Purpose We aimed to explore older patients’ intensive care unit (ICU) admission preferences and their next-of-kins’ ability to predict these preferences. Methods We conducted a self-administered survey of a purposive sample of outpatients ≥ 80 years regarded as potential ICU candidates, and of their next-of-kins. We asked about the patients’ ICU admission preferences in three hypothetical scenarios of acute critical illness. Next-of-kin respondents were asked to make a proxy statement of the older respondent’s wishes regarding ICU admission.
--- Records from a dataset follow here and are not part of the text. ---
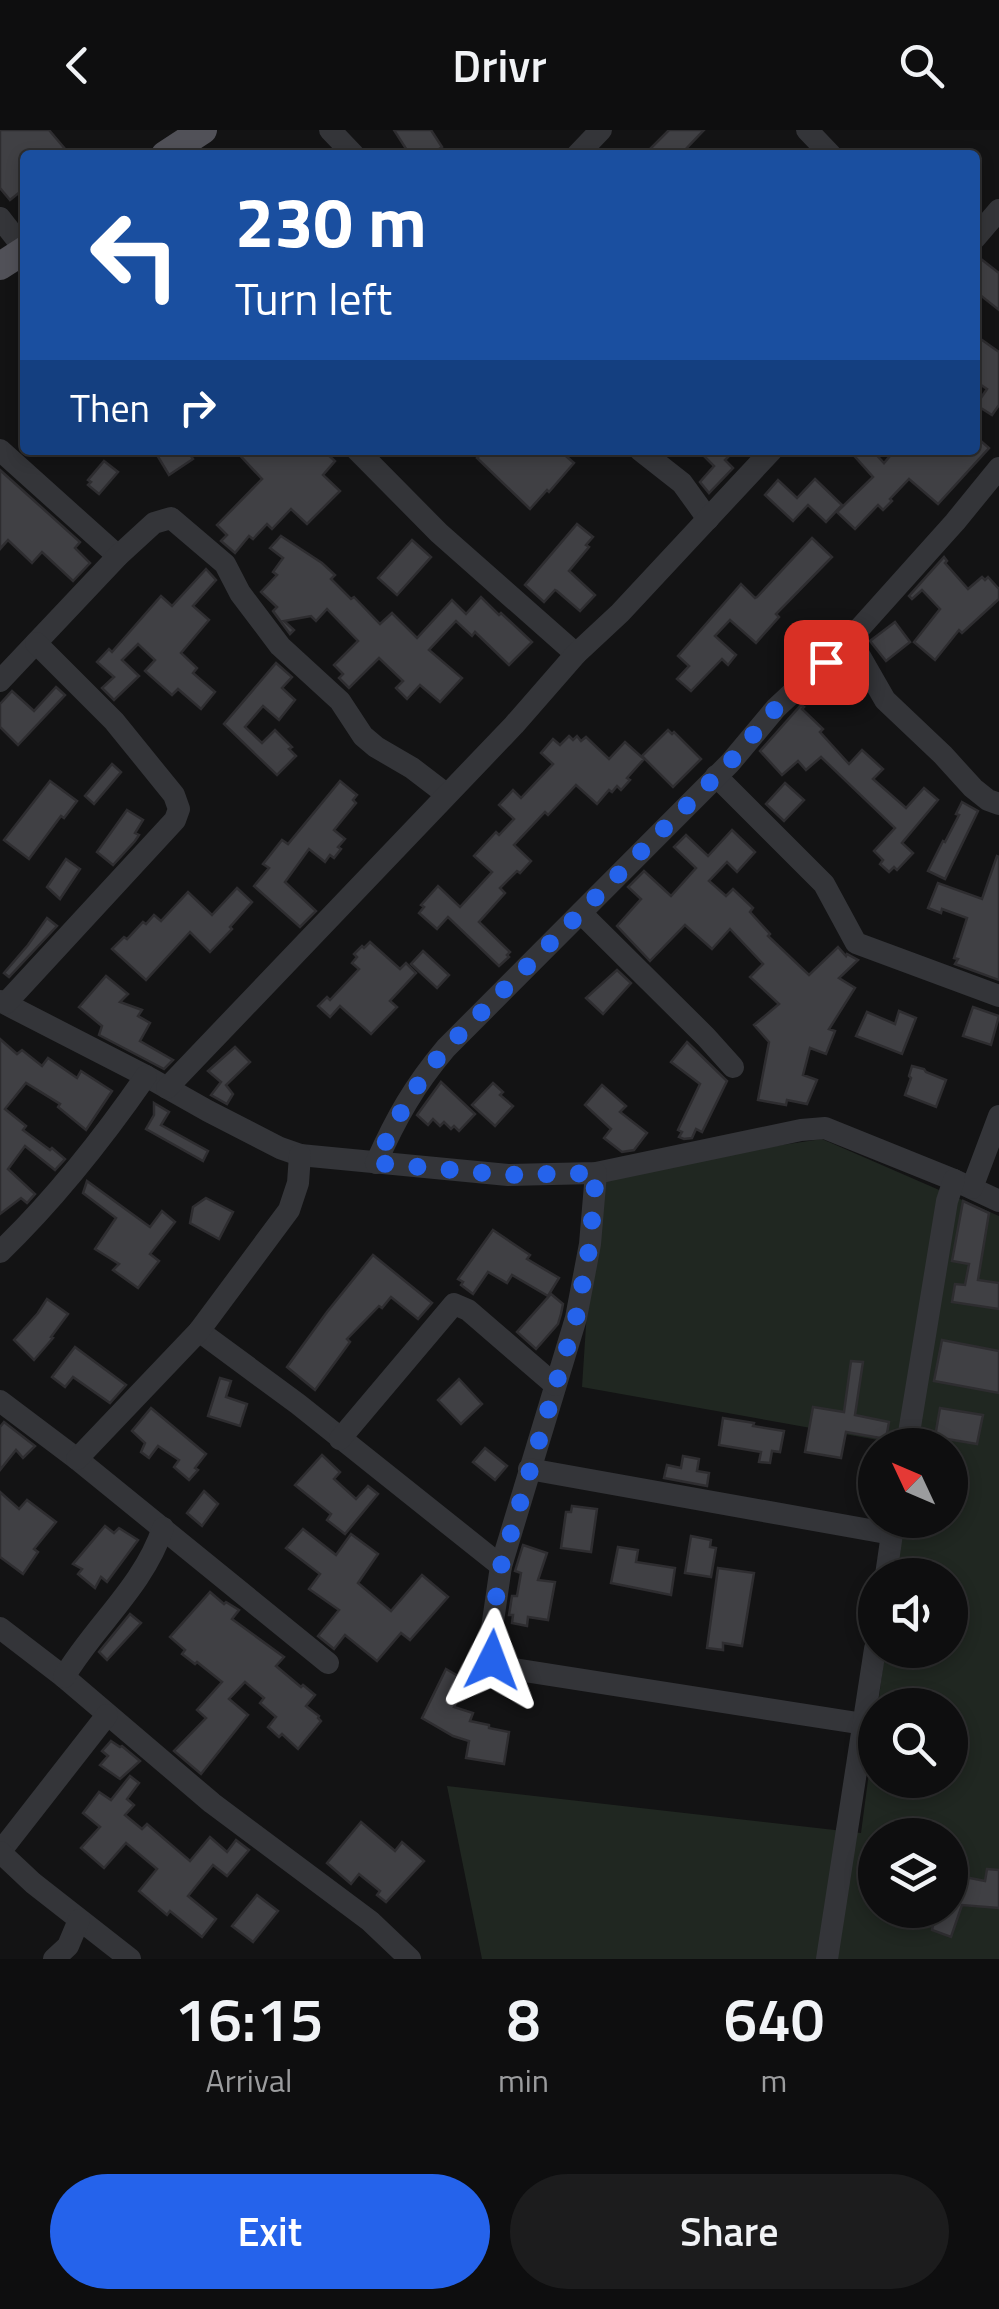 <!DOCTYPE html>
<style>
body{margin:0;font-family:"Titillium Web",sans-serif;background:#1c1c1d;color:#f1f3f6;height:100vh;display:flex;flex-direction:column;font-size:38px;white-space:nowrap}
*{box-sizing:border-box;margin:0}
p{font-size:32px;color:#9b9c9e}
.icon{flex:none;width:55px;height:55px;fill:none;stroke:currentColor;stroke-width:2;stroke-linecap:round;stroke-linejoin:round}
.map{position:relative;height:1829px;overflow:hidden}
.side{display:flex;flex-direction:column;background:#0e0e0f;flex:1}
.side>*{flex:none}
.hud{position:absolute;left:20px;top:20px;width:960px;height:305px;border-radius:10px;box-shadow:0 5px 15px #0003,0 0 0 2px #2e2e2f;background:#1a4fa0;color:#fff;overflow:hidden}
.needle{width:65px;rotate:314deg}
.controls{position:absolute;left:858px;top:1298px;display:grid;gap:20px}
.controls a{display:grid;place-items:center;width:110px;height:110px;border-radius:50%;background:#0e0e0f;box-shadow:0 5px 15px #0003,0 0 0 2px #2e2e2f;font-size:50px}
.pin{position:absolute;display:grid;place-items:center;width:85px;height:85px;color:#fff;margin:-42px;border-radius:20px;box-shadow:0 5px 15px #0006}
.me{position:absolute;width:110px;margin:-55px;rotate:3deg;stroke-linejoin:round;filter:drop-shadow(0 0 8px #0008)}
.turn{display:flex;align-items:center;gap:35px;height:210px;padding:0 50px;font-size:45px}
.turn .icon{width:130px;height:130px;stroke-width:2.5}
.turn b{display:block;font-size:70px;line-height:85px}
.then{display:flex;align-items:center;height:95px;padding:0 50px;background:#0003;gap:20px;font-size:38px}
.eta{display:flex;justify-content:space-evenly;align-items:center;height:170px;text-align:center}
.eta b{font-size:60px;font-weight:600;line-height:70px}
.primary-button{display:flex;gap:20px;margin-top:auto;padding:20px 50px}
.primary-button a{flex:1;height:115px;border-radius:60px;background:#2563eb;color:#fff;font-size:40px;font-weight:600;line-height:115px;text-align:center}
.primary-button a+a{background:#1c1c1d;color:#f1f3f6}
header{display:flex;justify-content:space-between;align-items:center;height:130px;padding:0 50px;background:#0e0e0f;font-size:45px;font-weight:600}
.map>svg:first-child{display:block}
.grass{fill:#202721;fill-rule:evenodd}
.building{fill:#404044;stroke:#2e2d30;stroke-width:2.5}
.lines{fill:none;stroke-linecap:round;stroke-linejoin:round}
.minor{stroke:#343539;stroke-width:22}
.major{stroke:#515158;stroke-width:28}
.route{stroke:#2563eb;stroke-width:18;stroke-dasharray:0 32.4}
</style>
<header><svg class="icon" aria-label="back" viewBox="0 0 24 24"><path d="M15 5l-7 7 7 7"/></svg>Drivr<svg class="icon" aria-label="search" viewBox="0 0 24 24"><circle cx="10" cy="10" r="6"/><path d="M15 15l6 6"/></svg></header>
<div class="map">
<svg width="999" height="1829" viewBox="0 0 999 1829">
<rect width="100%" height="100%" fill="#131314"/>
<path class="grass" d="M822,1009l177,77v743h-517l-35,-173 414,47 14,-106v53h75v-75h-72l7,-55h65v-75h-56l7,-55h49v-75h-44l-324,-58 14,-214zM875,1705h75v75h-75z"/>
<g class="building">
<path d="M0,0h49l17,20 -6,5h-35v33l-15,12 -10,-12z"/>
<path d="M394,0h37l11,17 -12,8h-20z"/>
<path d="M669,0h35l-24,25h-36z"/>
<path d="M981,129l18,14v37l-24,-19v-25z"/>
<path d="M975,205l24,17v53l-7,10 -16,-10 11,-16 -12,-8z"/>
<path d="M975,306l14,12 -51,56 -29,-25 -19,20 2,2 -9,9 -5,-5 -23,24 -18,-17 36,-35 -24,-27h23l12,13 11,-13h80z"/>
<path d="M154,320h33l6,9 -24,16z"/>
<path d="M235,320h88l12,11 -12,14 17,16 -33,33 -16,-15 -19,20 -5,-5 -14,15 -4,-3 -14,17 -14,-12 6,-6 -10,-10 45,-46z"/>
<path d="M485,320h74l15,13 -25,29 -2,-2 -17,19 -53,-51z"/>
<path d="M698,320h37l-10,10 8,8 -24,25 -9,-11 14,-16z"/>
<path d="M104,331l14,11 -19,22 -11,-9 3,-3 -3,-2z"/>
<path d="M0,340l80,72 -5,6 15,15 -17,18 -31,-29 -10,11 -24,-23 -8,9z"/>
<path d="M815,349l27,26 -16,17 -18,-17 -15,16 -28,-26 13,-15 19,18z"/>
<path d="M577,394l16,13 -7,8 3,2 -20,24 26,24 -15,16 -23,-20 -2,-1 -11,12 -19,-17z"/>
<path d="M281,406l41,27 13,12 -4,4 20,20 3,-2 26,27 12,-11 25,25 35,-38 14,14 15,-17 18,18 2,-2 31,29 -23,23 -34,-33 -3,4 -16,-15 -27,29 33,28 -22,24 -20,-17 -13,14 -11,-11 7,-7 -24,-23 -30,30 -10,-10 4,-4 -9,-9 24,-24 -31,-32 -11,12 -5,-5 -27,5 10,9 -4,4 -17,-23 4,-4 -16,-15 16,-17 -4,-3 10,-14 -13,-10z"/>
<path d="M812,408l20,19 -56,57 3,3 -23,26 -26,-23 -15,16 21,19 -8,10 -6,-6 -31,32 -14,-12 12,-13 -11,-10 63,-72 14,14 2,-1z"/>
<path d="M412,410l19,17 -34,38 -19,-17z"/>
<path d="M944,427l3,4 -2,2 23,26 14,-12 3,3 3,-3 11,12v10l-37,34 -3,-3 -24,30 -21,-18 26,-33 -18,-19 -10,9 -3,-3z"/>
<path d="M206,439l10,11 -23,26 16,14 -28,33 16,15 -4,5 22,19 -14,17 -23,-20 -6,6 -27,-24 10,-11 -17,-16 -16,16 17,16 -25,24 -12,-12 12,-11 -17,-15 12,-13 3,3 49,-56 11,10z"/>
<path d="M895,492l15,20 -24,19 -16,-20z"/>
<path d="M276,533l16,14 -10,11 13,12 -16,20 -16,-14 -18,21 17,16 13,-13 17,17 -3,2 7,7 -19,19 -53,-51z"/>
<path d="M56,557l9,8 -47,50 -18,-18v-23l12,-13 22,20z"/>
<path d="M801,575l3,2 -2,2 21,20 -3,3 29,32 13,-14 21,19 -10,10 33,29 18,-20 14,12 -36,43 11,10 -16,17 -3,-3 -5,5 -9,-8 3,-4 -9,-9 21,-23 -74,-71 -15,13 -8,-9 -16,14 -22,-24z"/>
<path d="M668,600l4,4 2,-2 27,27 -28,28 -31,-31z"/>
<path d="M569,606l4,4 4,-4 4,5 5,-4 23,22 16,-17 19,17 -17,19 3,2 -9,10 -4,-4 -5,6 -3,-2 -12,14 -21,-19 -28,30 -3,-3 -31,33 17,16 -11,12 -3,-2 -17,17 5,5 -26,29 31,30 -3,3 2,2 -10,9 -51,-49 -11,12 -18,-16 5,-6 -3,-2 17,-19 22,21 32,-35 -18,-16 22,-24 3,3 15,-16 -15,-14 14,-15 8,8 32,-34 -12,-11 12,-14 7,6z"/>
<path d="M112,634l9,8 -27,32 -9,-8z"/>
<path d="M50,651l27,20 -13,17 -3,-2 -32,43 -25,-19z"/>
<path d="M340,651l17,14 -4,5 3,3 -22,27 11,9 -7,8 3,2 -7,9 -4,-3 -5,7 -16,-13 -24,33 31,29 -16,16 -46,-41 15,-18 -6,-4 19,-24 6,4z"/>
<path d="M785,653l19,17 -20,21 -18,-17z"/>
<path d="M962,672l16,9 -33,68 -17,-8 15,-30 2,1 14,-27 -3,-1z"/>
<path d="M127,680l16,10 -8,13 4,2 -4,6 -22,24 -16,-13z"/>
<path d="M732,700l23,22 -18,20 -10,-10 -18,19 17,15 7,-7 20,19 -3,4 20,22 -2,2 41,39 29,-28 8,9 1,-2 11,6 -19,18 16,10 -26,41 6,2 -9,23 -16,-6 -7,27 14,5 -10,24 -20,-4 -1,5 -28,-5 11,-58 -15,-17 25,-21 -29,-27 13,-13 -33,-35 -18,20 -27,-24 -35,36 -33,-35 24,-27 -13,-12 16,-16 27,25 25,-28 -22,-21 12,-12 22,21z"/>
<path d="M997,726l2,1v123l-44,-16 3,-5 -4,-1 13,-40 -25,-9 -1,4 -13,-5 10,-25 44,16z"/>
<path d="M66,729l14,10 -20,30 -13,-12z"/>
<path d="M237,758l15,14 -22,25 2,2 -22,23 -20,-20 -44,48 -34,-31 12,-12 3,2 16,-17 3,2 8,-9 7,6 27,-29 24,23z"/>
<path d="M47,788l10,8 -48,51 -5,-4 24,-28z"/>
<path d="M370,812l30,27 6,-6 10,10 -26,28 7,6 -26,27 -31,-28 -10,11 -12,-11 9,-9 3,3 29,-31 -7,-6 5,-6 -3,-3 8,-8 2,2z"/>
<path d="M423,821l26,24 -12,13 -26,-24z"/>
<path d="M617,840l14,13 -28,31 -17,-16z"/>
<path d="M106,846l22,18 -8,8 22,8 -4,6 12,7 -10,18 33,19 -9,9 -65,-34 3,-9 -23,-19z"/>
<path d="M973,877l26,9 -8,29 -28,-9z"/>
<path d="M899,881l17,7 -14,36 -46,-18 11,-24 28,12z"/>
<path d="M0,909l17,15 5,-4 20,16 6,-8 29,20 4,-7 31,20 -26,39 -28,-23 2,-3 -34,-21 -21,26 21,17 -3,4 27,20 2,-2 13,11 -10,11 -30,-24 -17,23 27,25 -8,9 -6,-5 -21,16z"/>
<path d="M687,912l40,39 -25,51 -6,-3 -4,9 -8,1 -5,-2 3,-5 -4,-2 22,-46 -29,-22z"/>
<path d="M235,917l15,15 -24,23 7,9 -6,10 -16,-9 10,-13 -13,-11z"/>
<path d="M912,936l12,3 2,3 20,8 -10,27 -31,-12 6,-17 -2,-2z"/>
<path d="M441,952l34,32 -16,17 -5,-5 -3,3 -7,-7 -4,4 -7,-7 -5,6 -11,-10z"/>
<path d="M493,953l10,9 -3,3 13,11 -18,20 -23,-21z"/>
<path d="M602,955l24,21 -6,6 27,21 -13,17 -12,2 -18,-14 7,-9 -26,-24z"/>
<path d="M154,973l15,9 -8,13 47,26 -5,10 -57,-32 8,-14z"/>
<path d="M87,1051l63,46 12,-16 13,11 -25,32 9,7 -21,27 -25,-18 6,-6 -24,-15 21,-31 -33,-25z"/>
<path d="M206,1068l27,14 -14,27 -29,-16 3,-16z"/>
<path d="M963,1071l26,12 -11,67 21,3v26l-47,-7 3,-18 10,1 4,-21 -17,-3z"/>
<path d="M493,1100l37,25 -3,4 32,19 -11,18 -36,-21 -5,8 -19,-11 -15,22 -12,-9 2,-3 -5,-3z"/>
<path d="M373,1125l59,48 -14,16 -27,-22 -9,11 -3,-2 -32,33 3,3 -35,48 -28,-23 40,-55z"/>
<path d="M551,1164l12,10 -2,10 -3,10 -22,25 -19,-17z"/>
<path d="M47,1169l21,15 -17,23 2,1 -19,22 -20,-20 24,-27z"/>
<path d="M942,1210l57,11v42l-65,-12z"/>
<path d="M75,1217l51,38 -16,18 -37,-26 -8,10 -13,-10z"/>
<path d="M851,1231l12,1 -8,53 34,7 -3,17 -40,-7 -5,26 -36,-6 8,-45 31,5z"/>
<path d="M220,1248l11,3 -5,16 21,7 -7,22 -32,-10z"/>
<path d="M459,1249l23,25 -21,20 -23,-24z"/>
<path d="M151,1278l55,46 -11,14 3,2 -9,10 -15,-13 5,-7 -21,-14 -9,12 -8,-6 4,-9 -13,-12z"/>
<path d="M940,1278l43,7 -6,29 -42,-7z"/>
<path d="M723,1288l31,5 -1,3 31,5 -4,21 -8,-1 -2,12 -11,-1 2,-10 -42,-7z"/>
<path d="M4,1292l31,24 -12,12 -7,-8 -16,20v-43z"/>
<path d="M485,1318l22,18 -12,14 -22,-18z"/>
<path d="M322,1325l18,17 -6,7 22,20 12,-13 10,8 -33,40 -18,-14 4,-6 -36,-29z"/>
<path d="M683,1326l16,3 -2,12 12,2 -2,13 -43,-8 3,-13 14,3z"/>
<path d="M204,1361l14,13 -16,22 -15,-13z"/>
<path d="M0,1362l19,17 8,-9 29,22 -22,27 4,3 -15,22 -23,-17z"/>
<path d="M572,1376l25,3 -6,43 -30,-4 5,-36h5z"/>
<path d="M105,1396l9,7 5,-5 19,12 -31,42 -6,-5 -6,11 -17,-14 4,-5 -9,-5z"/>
<path d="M303,1399l33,26 15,-21 27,20 -20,29 33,28 31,-36 26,22 -38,43 -9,-7 -24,28 -32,-26 -11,14 -16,-13 21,-26 -30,-21 11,-15 -34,-26z"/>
<path d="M691,1406l20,4 -1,7 6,1 -5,29 -26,-4z"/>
<path d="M523,1415l24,8 -9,27 17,2 -7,38 -20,-3 -1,9 -15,-3 1,-8h-4l3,-19h5l4,-23 -6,-2z"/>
<path d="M618,1417l20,3 -2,12 39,6 -4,27 -60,-12z"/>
<path d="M718,1438l36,5 -12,73 -19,-3v7l-16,-2z"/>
<path d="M210,1462l14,12 2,-2 13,8 -7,9 52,38 -8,9 25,21 2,-2 12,10 -9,11 13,10 -1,2 3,3 -23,28 -16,-15 -3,3 -11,-10 8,-10 -16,-14 4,-5 -19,-16 -16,17 19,16 -47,59 -27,-23 32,-33 -9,-8 25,-28 -25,-20 -2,2 -13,-10 3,-4 -15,-13z"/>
<path d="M130,1484l11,9 -34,37 -8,-8z"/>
<path d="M446,1539l21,12 -13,26 19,6 -3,8 19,4v3l20,4 -5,32 -38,-6 3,-17 -16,-5 -31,-18z"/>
<path d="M111,1611l9,6 2,-1 18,15 -20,18 -20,-14 8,-9 -6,-5z"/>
<path d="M130,1646l9,7 -12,16 7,6 -9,10 17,14 5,-5 43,37 20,-24 17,15 9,-12 13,10 -22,26 -14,-11 -25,31 28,23 -14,18 -32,-26 -3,4 -28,-24 18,-22 -31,-26 -22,25 -23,-20 19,-21 -17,-14 16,-21 12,8z"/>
<path d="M361,1692l34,29 7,-9 22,19 -38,41 -9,-7 3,-4 -21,-17 -8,10 -24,-21z"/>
<path d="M987,1739l12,1v38l-37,-3 -11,32 -19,-7 4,-20h14v-36l35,7z"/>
<path d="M257,1765l21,16 -25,31 -21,-16z"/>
</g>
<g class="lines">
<g class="minor">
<path d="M330,0l24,25"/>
<path d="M807,0l24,25"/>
<path d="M577,25l24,-25"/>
<path d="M0,88l25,32"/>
<path d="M975,108l24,-28"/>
<path d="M0,320l118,106"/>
<path d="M357,320l82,83 137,121"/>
<path d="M640,320l42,33 26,36"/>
<path d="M850,509l35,61 58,55 30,33 15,12 11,4"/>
<path d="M0,551l118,-125 36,-33 17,-5 54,46 15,29 40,53 60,55 23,35 13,11 36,21 34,26"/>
<path d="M716,646l108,108 32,59 143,53"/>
<path d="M581,783l125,124 27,30"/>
<path d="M0,871l146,75 62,35 72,37 20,7 208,20 88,-2 205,-43 24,-2 129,52 45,21"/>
<path d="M6,873l169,-183 4,-11 -5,-14 -60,-74 -78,-78"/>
<path d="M167,958l347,-363 62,-71 44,-41 152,-163"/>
<path d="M376,1033c20,-45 38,-77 70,-115l284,-285 46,-55 74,-69 105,-117 44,-54"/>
<path d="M596,1043l-6,71 -14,74 -75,248 -12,83 2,11 9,7 364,57"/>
<path d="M972,1058l27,-72"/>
<path d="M0,1122c55,-53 103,-114 146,-176"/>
<path d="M199,1201l99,73 203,162"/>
<path d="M0,1271l77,58 251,204"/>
<path d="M340,1309l114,-135 14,6 87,75"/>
<path d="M907,1315l40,-244 7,-21"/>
<path d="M77,1329l122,-128 90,-121 9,-27 2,-28"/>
<path d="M529,1339l363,65"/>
<path d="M886,1445l8,-55"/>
<path d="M0,1498l64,49 148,126 158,118 40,38"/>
<path d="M64,1547c31,-52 79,-90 99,-149"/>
<path d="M0,1722l107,-137"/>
<path d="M0,1722l33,31 97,76"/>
<path d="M54,1829l14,-13 11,-26"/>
<path d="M827,1829l48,-310"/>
</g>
<g class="major">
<path d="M165,25l38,-25"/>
<path d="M0,136l25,-16"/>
</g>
</g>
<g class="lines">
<path class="route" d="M492,1530l-4,-11 13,-83 75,-248 14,-74 6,-71 -88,2 -132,-12c20,-45 38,-77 70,-115l284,-286 46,-54 50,-46"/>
</g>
</svg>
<div class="controls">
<a><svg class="needle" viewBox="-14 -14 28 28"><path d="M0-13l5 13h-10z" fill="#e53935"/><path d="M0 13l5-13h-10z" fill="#9b9c9e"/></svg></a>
<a><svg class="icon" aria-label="sound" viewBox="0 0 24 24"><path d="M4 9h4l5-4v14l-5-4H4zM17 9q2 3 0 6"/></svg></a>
<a><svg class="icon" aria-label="search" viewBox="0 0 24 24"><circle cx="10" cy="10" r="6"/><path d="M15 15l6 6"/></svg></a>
<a><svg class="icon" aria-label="layers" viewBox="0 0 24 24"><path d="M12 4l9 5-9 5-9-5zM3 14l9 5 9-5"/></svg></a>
</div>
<div class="pin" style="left:826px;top:532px;background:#d93025"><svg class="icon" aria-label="arrive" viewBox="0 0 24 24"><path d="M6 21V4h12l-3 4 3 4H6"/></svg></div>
<svg class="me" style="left:492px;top:1530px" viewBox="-20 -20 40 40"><path d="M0-17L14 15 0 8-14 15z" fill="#2563eb" stroke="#fff" stroke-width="4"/></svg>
<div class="hud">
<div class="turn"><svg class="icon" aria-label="left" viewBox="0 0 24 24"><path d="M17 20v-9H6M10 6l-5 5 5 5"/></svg><div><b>230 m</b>Turn left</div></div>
<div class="then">Then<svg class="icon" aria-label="right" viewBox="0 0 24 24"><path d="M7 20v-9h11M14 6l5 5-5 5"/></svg></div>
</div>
</div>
<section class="side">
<div class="eta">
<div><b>16:15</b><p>Arrival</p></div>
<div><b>8</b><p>min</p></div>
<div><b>640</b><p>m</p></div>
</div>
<div class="primary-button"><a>Exit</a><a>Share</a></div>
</section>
For each treatment choice, all respondents could provide their level of confidence. Additionally, we sought to identify demographic and healthcare-related characteristics that potentially influenced ICU admission preferences and proxy accuracy. Results Of 202 outpatients ≥ 80 years, equal proportions opted for (39%, CI 33–45%) and against (40%, CI 34–46%) ICU admission, and one in five (21%, CI 17–26%) did not wish to engage decision-making. Male gender, religiosity, and prior ICU experience increased the likelihood of older respondents opting for ICU admission. Although next-of-kins’ proxy statements had only weak agreement with the older respondents ICU admission preferences (52%, CI 45–59%), they significantly agreed with the next-of-kins’ own ICU admission preferences (79%, CI 73–84%). Decisional confidence was high for both older and the next-of-kin respondents. Conclusion There was substantial variation in the ICU admission preferences of very old patients. Although next-of-kins’ proxy statements regarding ICU admission preferences only weakly agreed with those of the older respondents, next-of-kins’ and older respondents’ confidence levels in rendering these judgments were high.